On this week's show, author Diana Wagman talks about her new novel Life #6 and the Robert Stone interview that changed her life, Laurie reports back from her interview with The Look of Silence director Joshua Oppenheimer, and Tom, Laurie, and Seth talk about a recent petition calling for the Los Angeles Unified School District to change the name of a middle school that's currently named for the influential film director and infamous racist D.W. Griffith.

Jul 16, 2015

This week marks the release of Harper Lee's new book Go Set a Watchman, her first novel to be published in 55 years. Based on the discarded first draft of her only other novel, 1960's Pulitzer Prize-winning To Kill a Mockingbird, the story focuses on the same protagonist, Scout Finch, who is decades older than her character in To Kill a Mockingbird, lives in New York, and travels home to face her racist father, Atticus (no longer a beacon of tolerance and justice).
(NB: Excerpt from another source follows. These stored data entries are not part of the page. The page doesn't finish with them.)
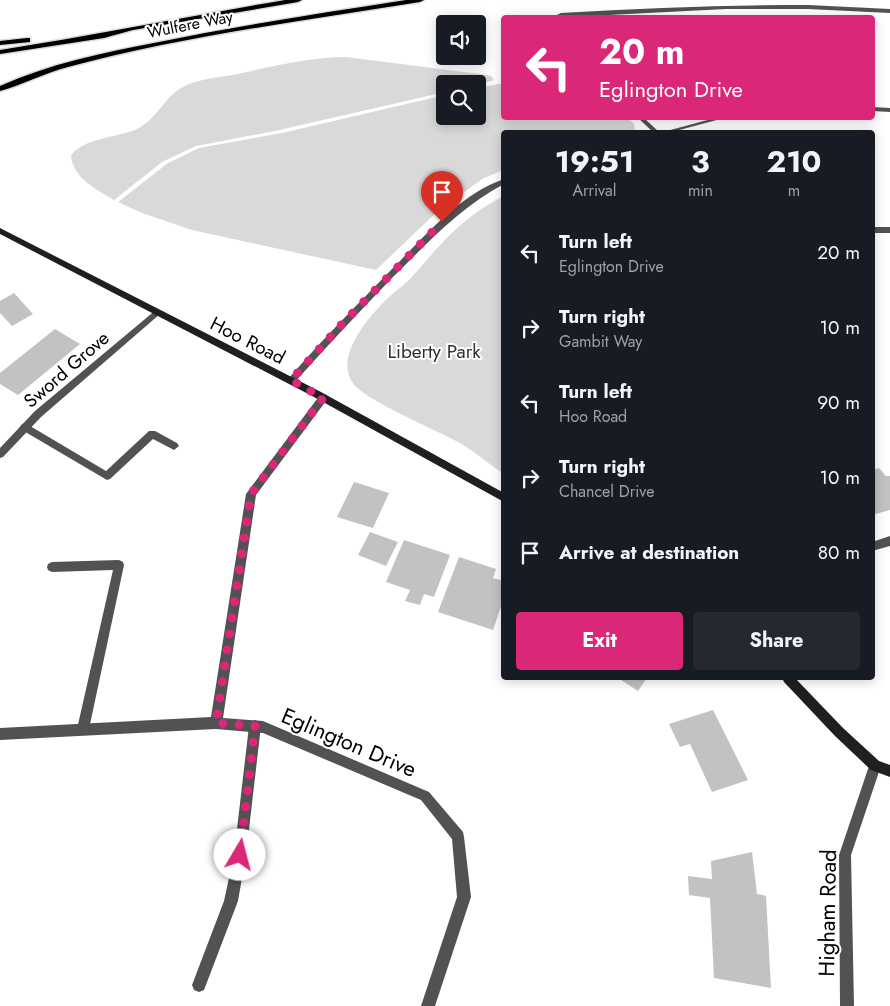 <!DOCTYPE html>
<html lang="en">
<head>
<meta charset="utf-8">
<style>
	:root { --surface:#171b24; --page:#242831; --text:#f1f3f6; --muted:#9ea1a6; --accent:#db2777 }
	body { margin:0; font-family:Jost,sans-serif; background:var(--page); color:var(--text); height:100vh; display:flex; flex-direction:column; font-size:19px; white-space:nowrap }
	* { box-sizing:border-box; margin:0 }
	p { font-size:16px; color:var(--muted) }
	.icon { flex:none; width:28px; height:28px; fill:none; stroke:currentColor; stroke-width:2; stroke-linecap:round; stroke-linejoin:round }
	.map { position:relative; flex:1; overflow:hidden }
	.sheet { position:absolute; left:501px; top:130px; width:374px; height:550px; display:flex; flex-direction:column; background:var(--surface); border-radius:5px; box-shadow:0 2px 12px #0003 }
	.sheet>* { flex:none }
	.top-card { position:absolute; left:501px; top:15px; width:374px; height:105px; border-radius:5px; box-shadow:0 2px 12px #0003; background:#db2777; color:#fff; overflow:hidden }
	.buttons { position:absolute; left:436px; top:15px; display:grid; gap:10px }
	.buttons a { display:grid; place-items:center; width:50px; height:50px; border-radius:5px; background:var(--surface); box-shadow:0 2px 12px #0003; font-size:25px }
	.pin { position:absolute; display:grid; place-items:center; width:42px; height:42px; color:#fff; margin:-51px -21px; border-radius:50% 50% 50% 0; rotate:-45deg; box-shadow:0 0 5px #0007 }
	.pin .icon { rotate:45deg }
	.me { position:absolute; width:55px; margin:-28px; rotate:8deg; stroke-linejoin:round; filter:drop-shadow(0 0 4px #0008) }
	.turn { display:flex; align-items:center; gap:18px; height:105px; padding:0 15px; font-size:22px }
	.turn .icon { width:65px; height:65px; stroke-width:2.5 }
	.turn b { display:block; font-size:35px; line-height:42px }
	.eta { display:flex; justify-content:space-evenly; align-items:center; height:85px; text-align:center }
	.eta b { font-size:30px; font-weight:700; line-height:35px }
	.action { display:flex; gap:10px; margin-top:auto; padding:10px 15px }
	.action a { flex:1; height:58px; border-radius:5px; background:var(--accent); color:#fff; font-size:20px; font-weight:700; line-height:58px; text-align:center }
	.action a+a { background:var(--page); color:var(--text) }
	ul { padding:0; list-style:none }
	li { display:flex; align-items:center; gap:15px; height:75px; padding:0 15px }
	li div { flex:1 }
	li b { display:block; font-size:19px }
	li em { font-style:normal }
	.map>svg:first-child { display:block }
	.green { fill:#d9d9d9 }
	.building { fill:#c2c2c2 }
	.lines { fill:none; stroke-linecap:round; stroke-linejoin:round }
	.primary-casing { stroke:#dbdbdb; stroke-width:3 }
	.service { fill:#525252; fill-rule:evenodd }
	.minor { fill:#525252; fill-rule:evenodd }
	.tertiary { fill:#525252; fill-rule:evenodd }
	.secondary { fill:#1f1f1f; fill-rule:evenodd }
	.primary { fill:#000; fill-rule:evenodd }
	.route { stroke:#db2777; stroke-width:9; stroke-dasharray:0 16.2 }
	.labels { text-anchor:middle; stroke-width:4; stroke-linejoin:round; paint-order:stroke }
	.far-street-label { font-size:16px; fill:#000; stroke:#fff }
	.street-label { font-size:19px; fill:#000; stroke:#fff }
	.park-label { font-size:19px; fill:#303030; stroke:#fff }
	.near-street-label { font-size:22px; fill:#000; stroke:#fff }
</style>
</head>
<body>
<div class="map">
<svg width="890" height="1006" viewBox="0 0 890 1006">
	<rect width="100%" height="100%" fill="#fff"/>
	<path class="green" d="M346,57L480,74L491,76L494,80L478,85L445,84V92L275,131L196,146L162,162L114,200C97,190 73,178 71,156C80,139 119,137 137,129C157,119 163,99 181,88C197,79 215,78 233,75C270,67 308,57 346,57Z
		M504,83V118H627L634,124L635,129L632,132H504V170L484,178L440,209L376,270L192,230L142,213L118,202L168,163L199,148L282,133L445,95V116H478V88Z
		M504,196V474C489,464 475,452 460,443C437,430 365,401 352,382C336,357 365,321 383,303C391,294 402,287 411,278C441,244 462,217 504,196Z"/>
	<path class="building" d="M14,293L33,314L12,326L0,313V301Z
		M55,329L80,344L18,395L0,384V373Z
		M879,468L886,476H890V510L872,515V470Z
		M354,482L389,493L373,528L337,517Z
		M370,532L398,542L386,566L358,555Z
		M404,540L450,555L434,597L424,594L420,605L405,601L410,590L386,582Z
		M459,557L496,569L493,578L504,581V598L493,630L438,612Z
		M618,678H647L638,691Z
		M713,710L748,780L712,792L690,744L680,747L669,724Z
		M752,852L757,894L766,896L771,988L714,978L710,898L689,895L688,876L712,879L711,861Z"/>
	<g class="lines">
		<defs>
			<path id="primary" d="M285,0H302L298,2L133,30L104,38L0,54V50C95,35 190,16 285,0Z
				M406,0H424L420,2C302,21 183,36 68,67C44,73 23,85 0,91V86C49,64 102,53 154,43C237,26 322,13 406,0Z
				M27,38H30V42L0,45V41Z"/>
		</defs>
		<use href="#primary" class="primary-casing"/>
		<path class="service" d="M25,423L106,471L149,431H155L177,443L179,446L174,450L153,439L110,479L107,480L22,430L20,427L22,424Z
			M119,560L123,562L124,565L89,729L87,733L83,735L79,733L77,729L113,570L52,572L48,570L47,567L48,564L52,562Z
			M255,720L259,722L261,726L246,855L238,901L204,990L199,992L194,990L192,985L224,901L234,855L249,726L251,722Z"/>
		<path class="minor" d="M808,5L890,9V13L808,9H726L550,18L561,13C643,8 725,5 808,5Z
			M872,107L890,108V112L872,111Z
			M638,118H644L659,132H653Z
			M715,118H724L672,132H663Z
			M504,179V184C460,207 428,243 393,277C359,312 326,347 294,383H288L287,381L288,379C321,341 356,306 391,270C423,238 460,194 504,179Z
			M872,227H890V233H872Z
			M157,309L161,312L160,314L41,417L3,457L0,458V448L35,411Z
			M323,394L326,395L328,398L326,401L256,495L223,718L263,721L429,792L463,832L464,837L471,897L435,1006H421L457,897L452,839L421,800L263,733L216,729L0,740V728L211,717L246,494L320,395Z
			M875,760L879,762L881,766L851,855L854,1006H840L839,855L869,766L871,762Z"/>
		<path class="tertiary" d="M890,536V546L872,551V542Z"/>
		<path class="secondary" d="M0,228L321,392L504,493V502L314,397L0,234Z
			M782,678H795L843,728L879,761L890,765V777L871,770L835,736L784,682Z"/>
		<use href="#primary" class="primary"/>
	</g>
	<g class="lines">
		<path class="route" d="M240,855L255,726L216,723L251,494L323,398L291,380L343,323L442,222"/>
	</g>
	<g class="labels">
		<g class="far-street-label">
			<text transform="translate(190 24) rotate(-11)" y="6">Wulfere Way</text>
		</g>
		<g class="street-label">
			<text transform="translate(248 340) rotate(27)" y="7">Hoo Road</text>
			<text transform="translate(66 369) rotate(-41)" y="7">Sword Grove</text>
		</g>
		<g class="park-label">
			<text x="434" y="358">Liberty Park</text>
		</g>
		<g class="near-street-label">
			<text transform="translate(349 742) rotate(23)" y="8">Eglington Drive</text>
			<text transform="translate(827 913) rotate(-89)" y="8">Higham Road</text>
		</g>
	</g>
</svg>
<div class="buttons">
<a><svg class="icon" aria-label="sound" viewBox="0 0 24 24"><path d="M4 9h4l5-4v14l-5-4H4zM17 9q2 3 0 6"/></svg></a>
<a><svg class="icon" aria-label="search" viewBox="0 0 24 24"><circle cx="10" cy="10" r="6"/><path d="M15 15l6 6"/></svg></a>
</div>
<div class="pin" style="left:442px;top:222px;background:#d93025"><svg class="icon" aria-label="arrive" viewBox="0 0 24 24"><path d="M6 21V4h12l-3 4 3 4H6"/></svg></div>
<svg class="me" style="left:240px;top:855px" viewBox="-20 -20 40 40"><circle r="19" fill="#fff"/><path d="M0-13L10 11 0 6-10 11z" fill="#db2777"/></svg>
<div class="top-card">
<div class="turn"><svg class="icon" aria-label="left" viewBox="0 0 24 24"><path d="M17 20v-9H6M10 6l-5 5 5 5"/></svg><div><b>20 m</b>Eglington Drive</div></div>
</div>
<section class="sheet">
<div class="eta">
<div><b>19:51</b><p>Arrival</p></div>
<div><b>3</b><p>min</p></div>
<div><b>210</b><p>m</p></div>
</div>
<ul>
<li><svg class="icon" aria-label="left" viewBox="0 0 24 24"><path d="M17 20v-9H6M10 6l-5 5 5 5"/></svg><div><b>Turn left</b><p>Eglington Drive</p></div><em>20 m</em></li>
<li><svg class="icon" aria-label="right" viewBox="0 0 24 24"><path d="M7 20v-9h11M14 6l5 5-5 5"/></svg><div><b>Turn right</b><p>Gambit Way</p></div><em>10 m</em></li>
<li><svg class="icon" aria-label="left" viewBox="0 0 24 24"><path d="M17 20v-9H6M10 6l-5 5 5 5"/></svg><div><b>Turn left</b><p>Hoo Road</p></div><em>90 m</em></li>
<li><svg class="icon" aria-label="right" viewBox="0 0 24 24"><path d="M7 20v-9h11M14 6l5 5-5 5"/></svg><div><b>Turn right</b><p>Chancel Drive</p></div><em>10 m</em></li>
<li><svg class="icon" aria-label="arrive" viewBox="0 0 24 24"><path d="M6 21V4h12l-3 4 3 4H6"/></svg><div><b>Arrive at destination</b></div><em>80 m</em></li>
</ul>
<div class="action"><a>Exit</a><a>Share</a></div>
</section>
</div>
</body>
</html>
Also on this week's show, John Powers, film critic at Vogue magazine and NPR's Fresh Air, joins your hosts to talk about the relentless positivity of American film, TV, and book reviews.

 

Jul 9, 2015

On this week's show, Mark Haskell Smith discusses research for his new book Naked at Lunch: A Reluctant Nudist's Adventures in the Clothing-Optional World, writer and producer Betsy Borns talks about the struggles women have faced breaking into TV writing, Dinah Lenney talks about Helen Macdonald's award-winning memoir H Is for Hawk, and Tom Lutz and Seth Greenland try to make sense of the crisis in Greece through the eyes of recently resigned Greek finance minister and LARB contributor Yanis Varoufakis.